Alain Chouet : Mokhtar Belmokhtar c’est quelqu’un que l’on connaissait bien dans les années 90 parce qu'il avait plus ou moins fricoté avec le GIA avant de se reconvertir dans les trafics en tous genres en particulier de cigarettes, ce qui lui avait valu le surnom de « Mr Marlboro », mais aussi de matériels japonais et d’armes puis après de drogues quand les canaux du trafic ont évolué de l’Amérique du Sud vers l’Amérique du Nord puis les côtes africaines. Le tout dans la zone des trois frontières, Mauritanie, Algérie, Mali. Il était dans le grand banditisme. Quand le GIA a du quitter la zone du nord de l’Algérie sous les coups de butoir de la répression, il s’est drapé dans le Drapeau vert parce que c’est plus valorisant de dire « je suis un grand militant islamiste »plutôt que« je suis un grand trafiquant ». Il était le roi du pétrole dans cette zone, jusqu’à ce que d’autres comme Abou Zeïd viennent dans son coin. Ce qui a donné lieu à pas mal de frictions. Par exemple, autour de nos deux jeunes otages tués au Niger, il y a un affrontement entre Mokhtar Belmokhtar et Abou Zeïd. C’est à qui va payer les otages de l’autre car c’est leur principale source de revenus. Ils cherchent d’abord le pognon avant la révolution islamique.  

Certains observateurs évoquent le rôle ambigu des services de renseignements algériens qui auraient participé à sa montée en puissance au sein de la mouvance islamiste ?  

La DGSE a beaucoup travaillé avec les services algériens pour le suivre par différents moyens techniques de la fin des années 90 au début des années 2000. Je ne crois pas à la thèse d’un complot. Mais effectivement, on ne peut pas dire que les services algériens mettaient beaucoup d’enthousiasme à lui courir après. Il y a plusieurs raisons à cela. Les services algériens étaient plutôt satisfaits que l’activisme djihadiste désertent le nord de l’Algérie et soit confiné dans le sud. Sachant qu’ils auraient beaucoup de mal à venir au bout de la « bête », ils avaient plutôt intérêt à le contenir. Je pense aussi qu’un certain nombre d’acteurs algériens étaient impliqués dans ces trafics. Un certain modus vivendi s’était établi. Le problème de la classe politique algérienne, c’est qu’elle est aussi extrêmement divisée sur ces questions. La succession de Bouteflika est ouverte. Il n’y a pas de successeur évident et tout le monde est d’une prudence de serpent parmi la classe politique ou les militaires, qui se confondent souvent. Cela conduit à une forme d’immobilisme.  

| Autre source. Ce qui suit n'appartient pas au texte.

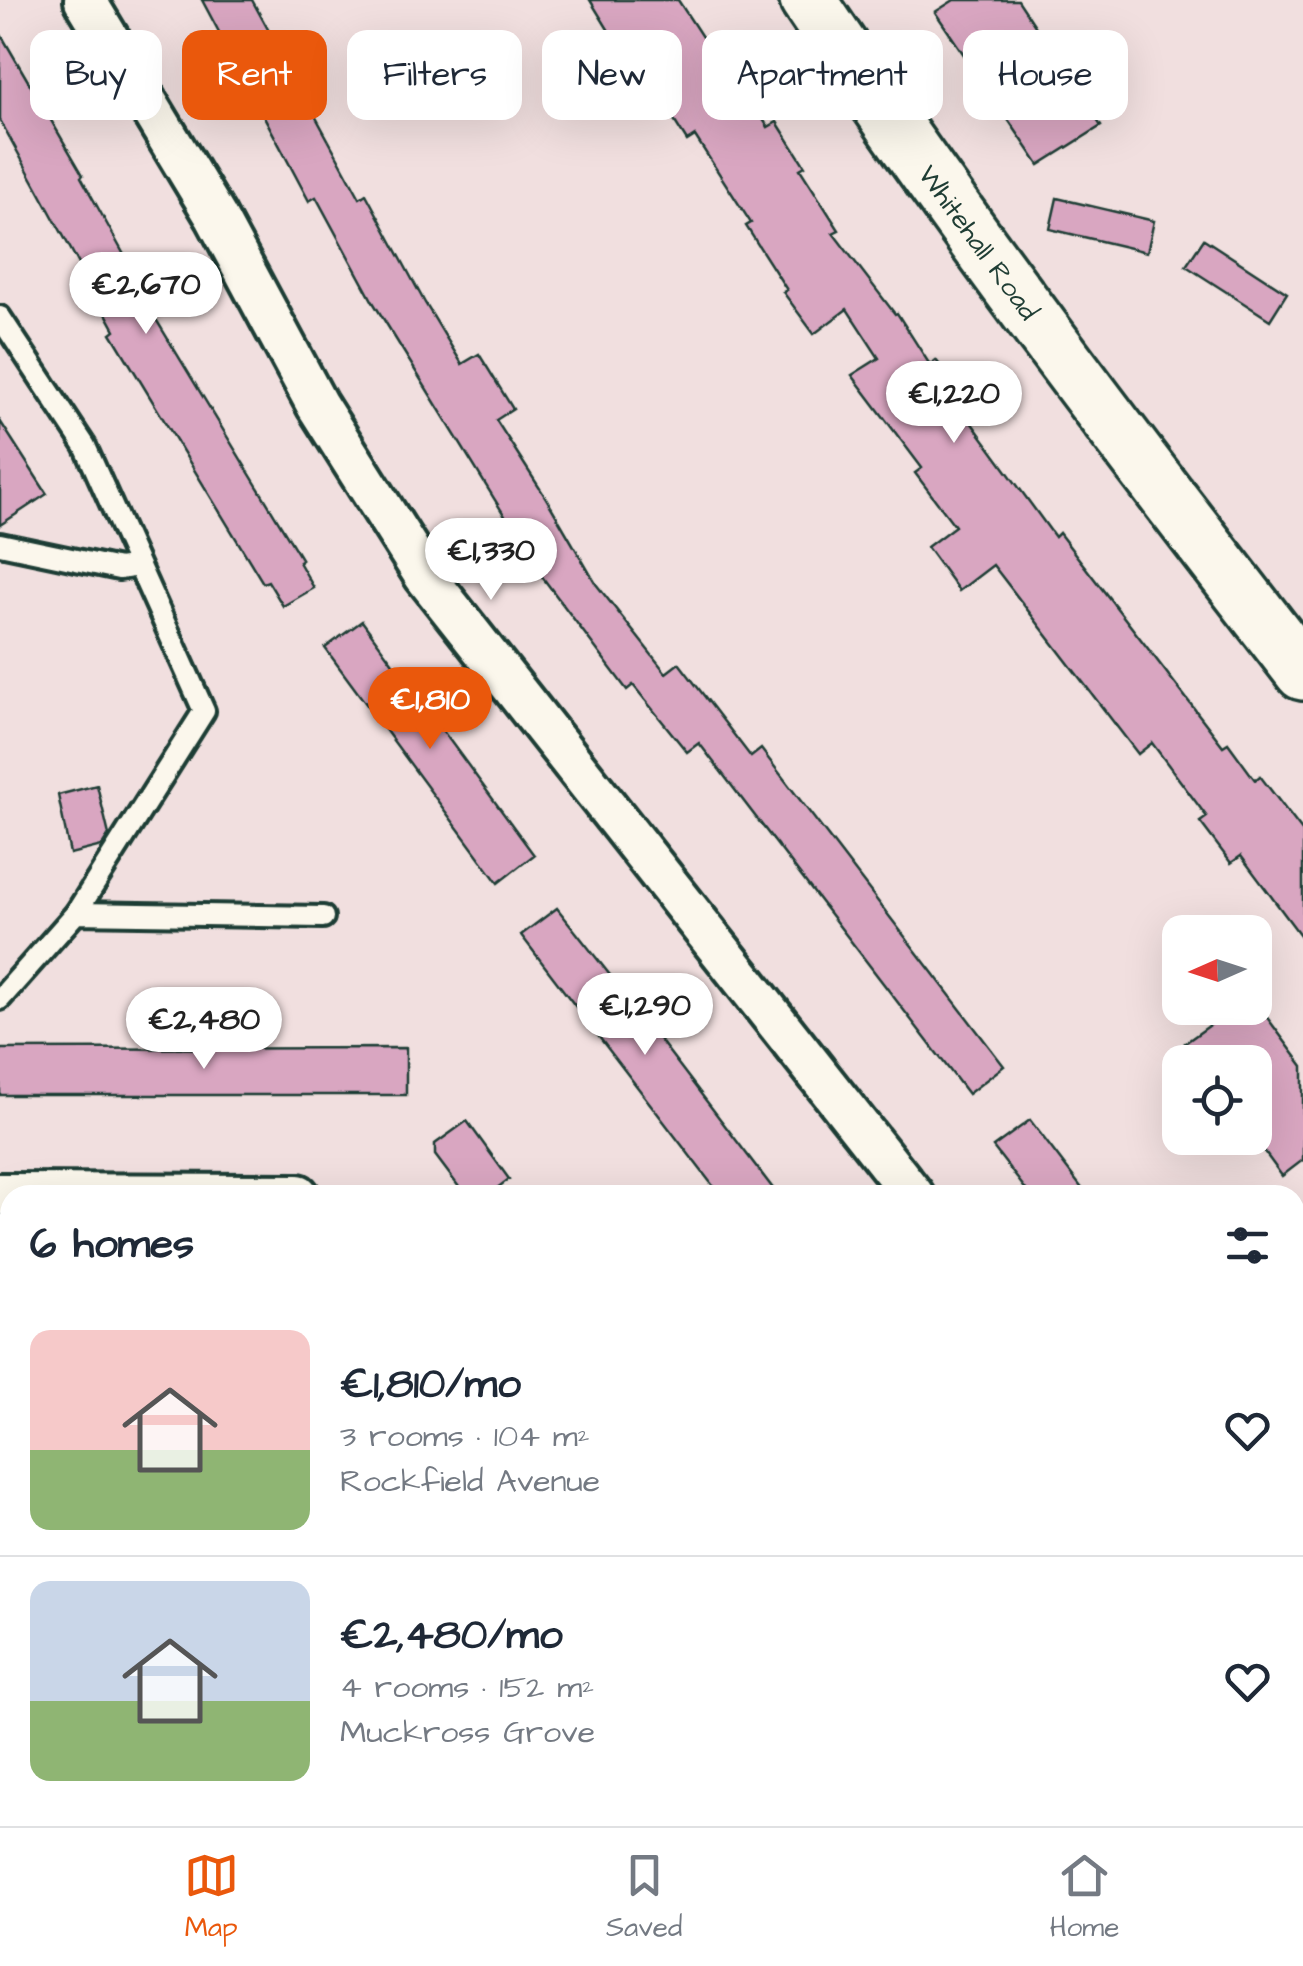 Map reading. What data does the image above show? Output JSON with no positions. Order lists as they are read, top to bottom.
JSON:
{
  "streets": {
    "street": ["Whitehall Road"]
  },
  "north": "left",
  "page": {
    "chip": [
      "Buy",
      "Rent",
      "Filters",
      "New",
      "Apartment",
      "House"
    ],
    "price": [
      "€2,670",
      "€1,220",
      "€1,330",
      "€1,810",
      "€1,290",
      "€2,480"
    ],
    "heading": "6 homes",
    "list": [
      {
        "name": "€1,810/mo",
        "note": "3 rooms · 104 m² · Rockfield Avenue"
      },
      {
        "name": "€2,480/mo",
        "note": "4 rooms · 152 m² · Muckross Grove"
      }
    ],
    "tabs": ["Map", "Saved", "Home"]
  }
}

Y-a-t-il un moment où il est passé à une phase plus active de terrorisme ?  
  
Non. Il était simplement en concurrence avec d’autres acteurs qui se réclamaient du djihadisme et il a suivi cette voie. Mais je ne crois pas à l’idée qu’il soit un djihadiste slafiste convaincu. Cela reste un bandit de grand chemin. Récemment, il a été éjecté d’AQMI parce qu’il voulait être Calife à la place du Calife, notamment Abdelmalek Droukdel qui n’a plus aucune autorité dans le nord de l’Algérie. Ces derniers temps, Mokhtar Belmokhtar était complètement marginalisé et avec cette opération, il se remet en selle. Il fait de l’ombre à Abou Zeïd qui reste englué dans ses problèmes au Mali. 

Le site gazier d’In Amenas était-il particulièrement menacé ? 

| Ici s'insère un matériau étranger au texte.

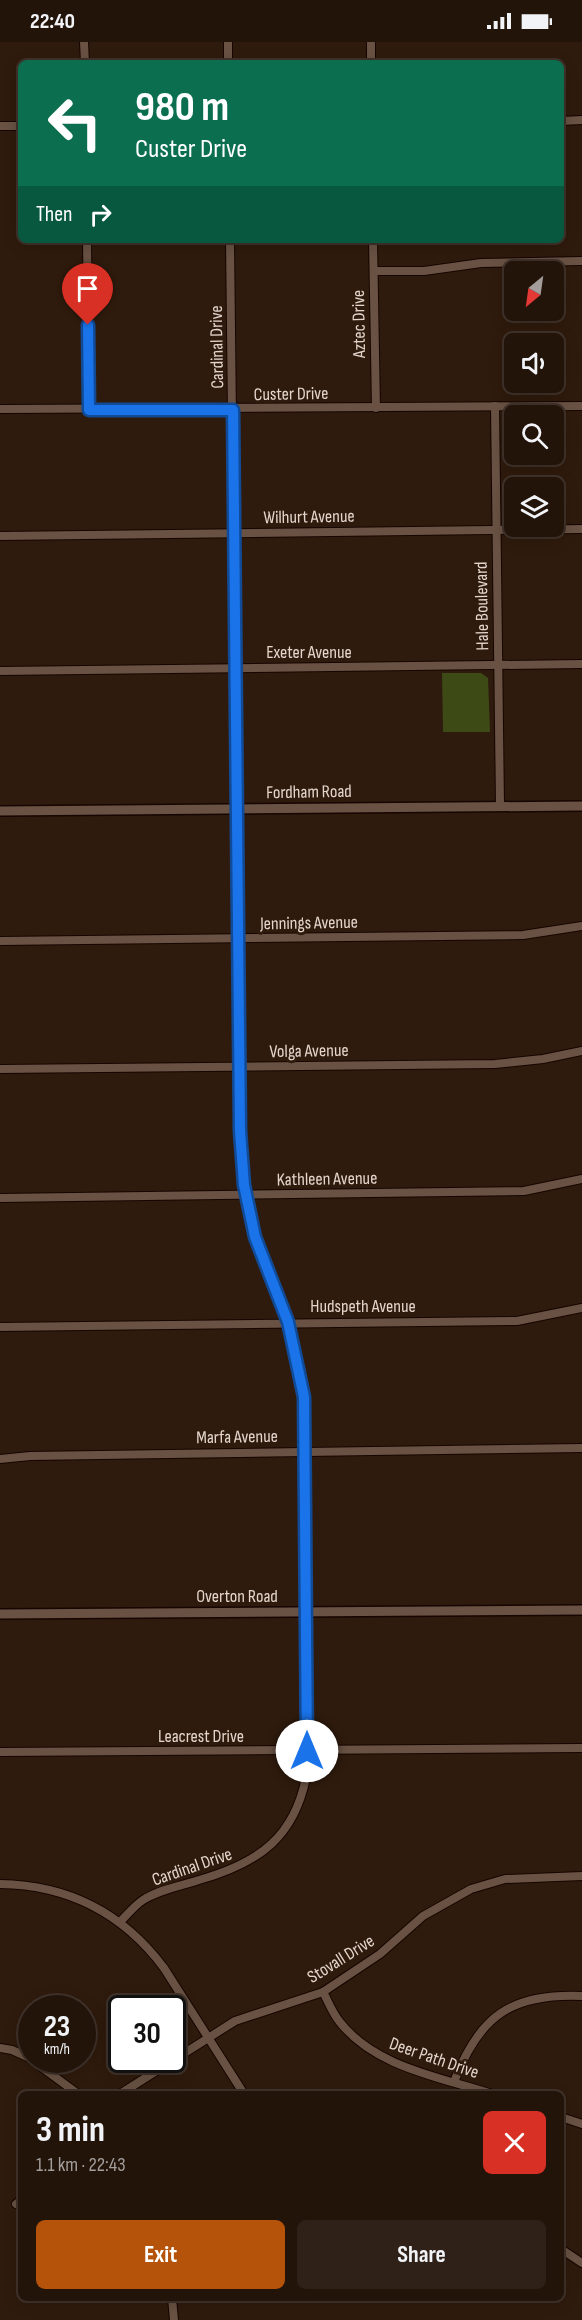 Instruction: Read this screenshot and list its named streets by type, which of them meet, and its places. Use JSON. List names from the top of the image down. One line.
{"streets":{"street":["Aztec Drive","Cardinal Drive","Custer Drive","Wilhurt Avenue","Hale Boulevard","Exeter Avenue","Fordham Road","Jennings Avenue","Volga Avenue","Kathleen Avenue","Hudspeth Avenue","Marfa Avenue","Overton Road","Leacrest Drive","Stovall Drive","Deer Path Drive"]},"crossings":[["Aztec Drive","Custer Drive"],["Cardinal Drive","Custer Drive"],["Cardinal Drive","Wilhurt Avenue"],["Cardinal Drive","Exeter Avenue"],["Cardinal Drive","Fordham Road"],["Cardinal Drive","Jennings Avenue"],["Cardinal Drive","Volga Avenue"],["Cardinal Drive","Kathleen Avenue"],["Cardinal Drive","Hudspeth Avenue"],["Cardinal Drive","Marfa Avenue"],["Cardinal Drive","Overton Road"],["Cardinal Drive","Leacrest Drive"],["Custer Drive","Hale Boulevard"],["Wilhurt Avenue","Hale Boulevard"],["Hale Boulevard","Exeter Avenue"],["Hale Boulevard","Fordham Road"],["Stovall Drive","Deer Path Drive"]],"north":"bottom left","page":{"status":"22:40","turn":["980 m","Custer Drive"],"then":"Then","speed":"23 km/h","limit":"30","heading":["3 min","1.1 km · 22:43"],"buttons":["Exit","Share"]}}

Cela ne faisait pas partie des sites menacés. Mokhtar Belmokhtar et Abou Zeïd étaient beaucoup plus au sud que ça. Il était relativement protégé par l’armée algérienne mais ne s’était rien passé depuis 15 ans, l'armée algérienne ne devait pas être très vigilante. C’est plutôt un endroit où on ne l’attendait pas. La frontière libyenne est assez loin de son territoire de chasse. 

A quoi attribuez-vous cette opération : liée aux effets pervers des frappes contre Kadhafi ou à l'opération au Mali  ?  

Je ne crois pas que ce soit lié à l’opération française au Mali. On ne lance pas une opération comme celle-là sans préparation. Il faut trouver du monde, les former pour ça. Je ne vois pas ça du tout lié aux opérations françaises même si cela leur donne du relief.  

Qu’avez vous pensé de l’opération des militaires algériens qui a fait l’objet de nombreuses critiques notamment de la part des dirigeants de pays dont certains ressortissants étaient pris en otage  ?  

Elle est effectivement beaucoup critiquée mais je ne vois pas ce qu’ils pouvaient faire d’autre. Il n’y a pas grand chose à négocier avec ce genre de kamikazes. Et les algériens comme toujours, ne font pas dans la dentelle, comme les russes. Ce sont des pays où l’intérêt national prévaut sur les intérêts particuliers. Quant à savoir si des forces d’élites françaises auraient été plus qualifiées pour ce genre d’opérations, c’est difficile à dire. L’opération de « sauvetage » de Denis Allex en Somalie ne plaide pas en ce sens. Libérer des otages par la force, c’est toujours une opération qui a 90% de chances de ne pas réussir. Les ravisseurs sont toujours plus près de l’otage que les sauveteurs. Alors quand vous avez 600 otages ! 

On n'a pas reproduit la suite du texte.